Should the Annual General Meeting not approve the proposed transfer of own shares to participants in the Performance Share Program 2023/2026 in accordance with item 21(b) below, the Board of Directors shall be entitled to enter into a hedging arrangement with a third party to hedge the obligations of the Company to deliver Performance Shares under the program.

Performance outcome

The performance outcome will be determined by the Board of Directors in 2026 after the expiry of the Performance Period on December 31, 2025. In connection therewith the Board of Directors will also publish the performance outcome.

21(b) Transfer of own shares

Transfer of own shares to participants in the Performance Share Program 2023/2026, and to subsidiaries within the Group to secure their obligations to deliver Performance Shares under the program, may be made on the following terms and conditions.

  1. No more than 4,065,601 Telia Company shares may be transferred to participants in the Performance Share Program 2023/2026 as Performance Shares.
  2. The entitlement to receive Performance Shares free of charge shall only vest in persons within the Group who are participants in the Performance Share Program 2023/2026. In addition, subsidiaries shall be entitled to acquire shares free of charge for the purpose of immediately transfer such shares to participants in the Performance Share Program 2023/2026 in accordance with the terms and conditions of the Performance Share Program 2023/2026.
  3. Transfer of Performance Shares free of charge shall be made to the extent and when the participants are entitled to receive Performance Shares in accordance with the terms and conditions of the Performance Share Program 2023/2026, which will be following the publication of the Company's interim report for the first quarter 2026.
  4. The number of shares that may be transferred shall be subject to recalculation in the event of an intervening bonus issue, split, rights issue and/or other similar events.

The reason for the proposed deviation from the shareholders' preferential rights is because the transfer of own shares is an integral part of the implementation of the Performance Share Program 2023/2026 and the Board of Directors considers that the implementation of the Performance Share Program 2023/2026 will be to the advantage of the Company and the shareholders as it will contribute to the possibilities to recruit and retain talented key employees, drive long-term company performance, align key employees' interests with those of the shareholders and encourage key employee shareholding.

Item 22 – (a) Reduction of the share capital by way of cancellation of own shares, and (b) increase of the share capital by way of a bonus issue without issuance of new shares

22(a) Reduction of the share capital by way of cancellation of own shares

The Board of Directors proposes that the Annual General Meeting resolves to reduce the share capital by way of cancellation of own shares repurchased under the SEK 5.4 billion share buy-back program that Telia Company announced on June 1, 2022. The reduction of the share capital shall amount to SEK 533,709,020.97 and shall be made by way of cancellation of 157,522,416 shares held in treasury by the Company. The purpose of the reduction is allocation to unrestricted equity.

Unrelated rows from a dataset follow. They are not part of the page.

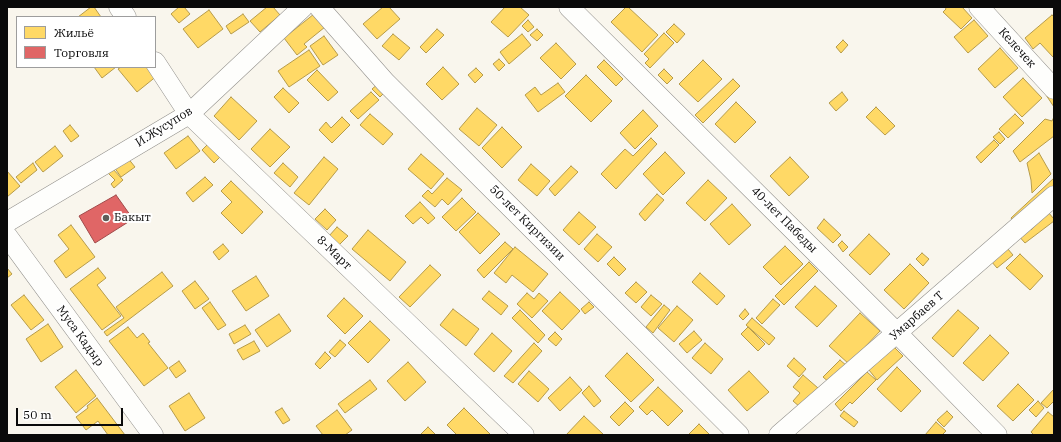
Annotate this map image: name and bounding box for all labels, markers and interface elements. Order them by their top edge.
legend [16,16,156,68]
text: Жильё [54,25,94,40]
street label: Келечек [995,25,1039,71]
text: Торговля [54,45,109,60]
street label: И.Жусупов [133,104,195,150]
street label: 50-лет Киргизии [486,182,568,264]
street label: 40-лет Пабеды [748,184,820,256]
place label: Бакыт [114,211,151,225]
marker: Бакыт [101,213,111,223]
street label: 8-Март [314,233,354,273]
street label: Умарбаев Т [887,289,947,343]
street label: Муса Кадыр [53,303,107,369]
scale bar [18,400,125,426]
text: 50 m [23,407,52,422]

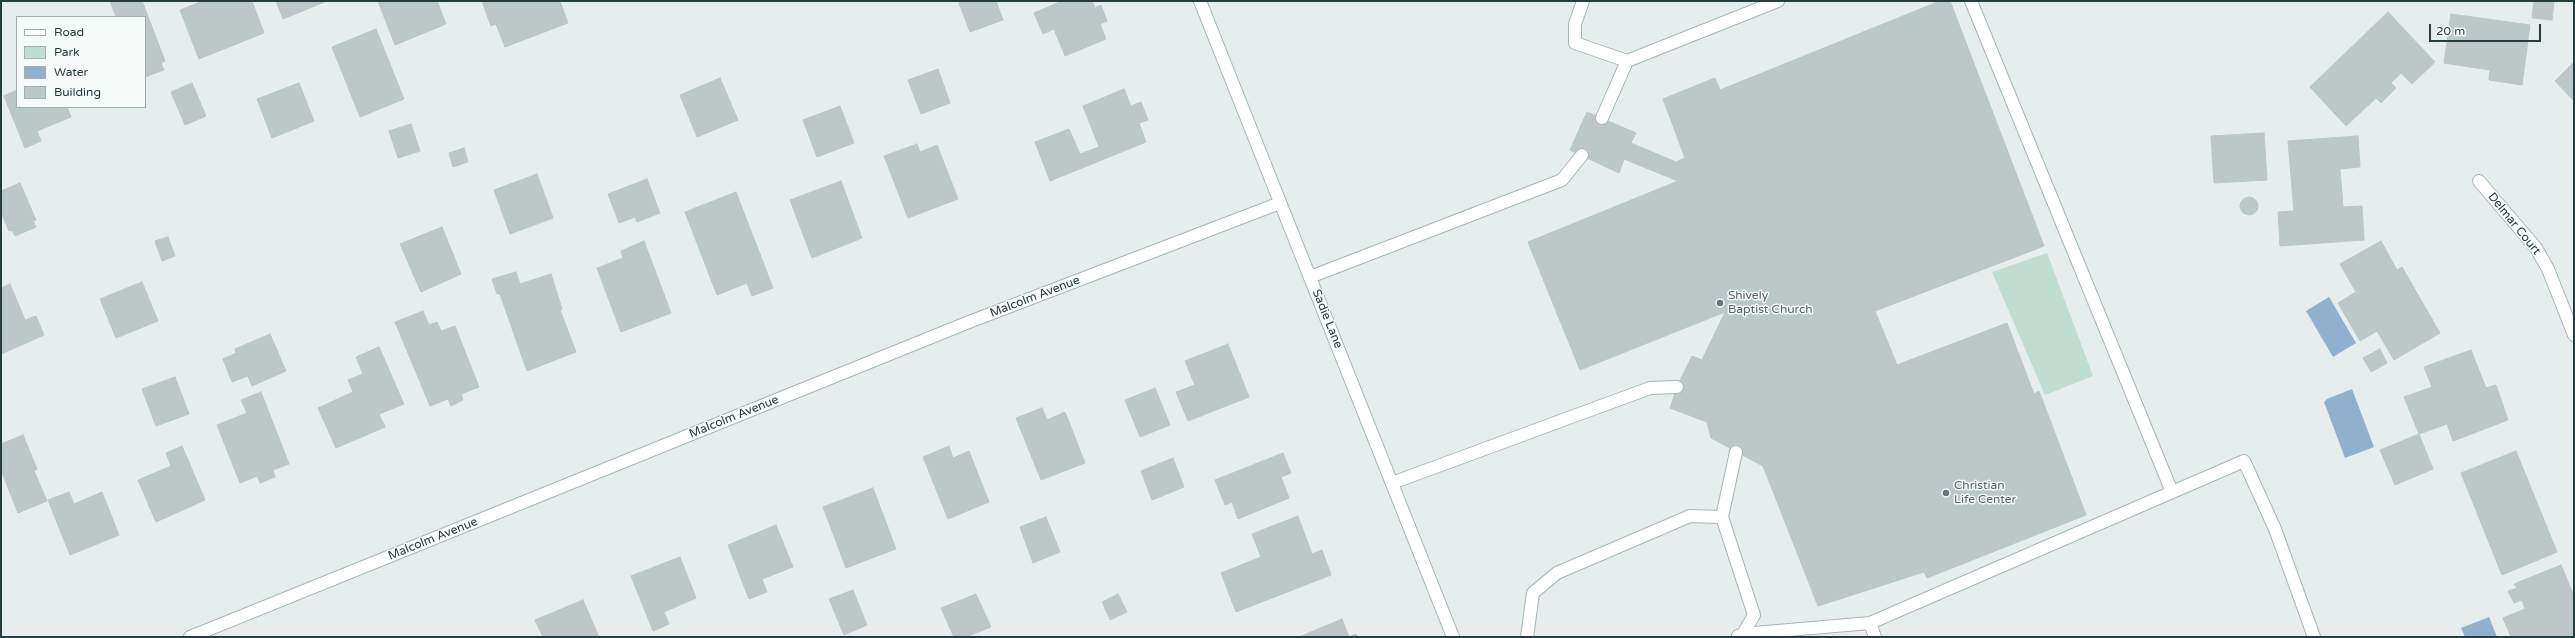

The resolution to reduce the share capital under this item 22(a) may be effectuated without obtaining an authorization from the Swedish Companies Registration Office or, in disputed cases, a court of general jurisdiction, as the Company simultaneously effectuates a bonus issue, as set out under item 22(b) below, entailing that neither the restricted equity nor the share capital will be reduced.

22(b) Increase of the share capital by way of a bonus issue without issuance of new shares

For the purpose of restoring the share capital after the proposed reduction of the share capital under item 22(a) above, the Board of Directors proposes that the Annual General Meeting resolves to increase the share capital by way of a bonus issue through a transfer of SEK 533,709,020.97 from the Company's unrestricted equity. The bonus issue shall be carried out without the issuance of new shares.

Other information

Number of shares and votes

The total number of shares and votes in the Company amounts to 4,089,631,702 at the date this notice is issued. On the same date, the Company holds 157,522,416 shares in treasury, which cannot be represented at the Annual General Meeting.

Shareholders' right to request information

At the request of any shareholder, the Board of Directors and the Chief Executive Officer shall provide information on any circumstances that (i) may affect the assessment of a matter on the agenda, (ii) may affect the assessment of the Company's or a subsidiary's financial situation or (iii) concerns the Company's relation to another Group company, provided that the Board of Directors believes it would not be of significant detriment to the Company.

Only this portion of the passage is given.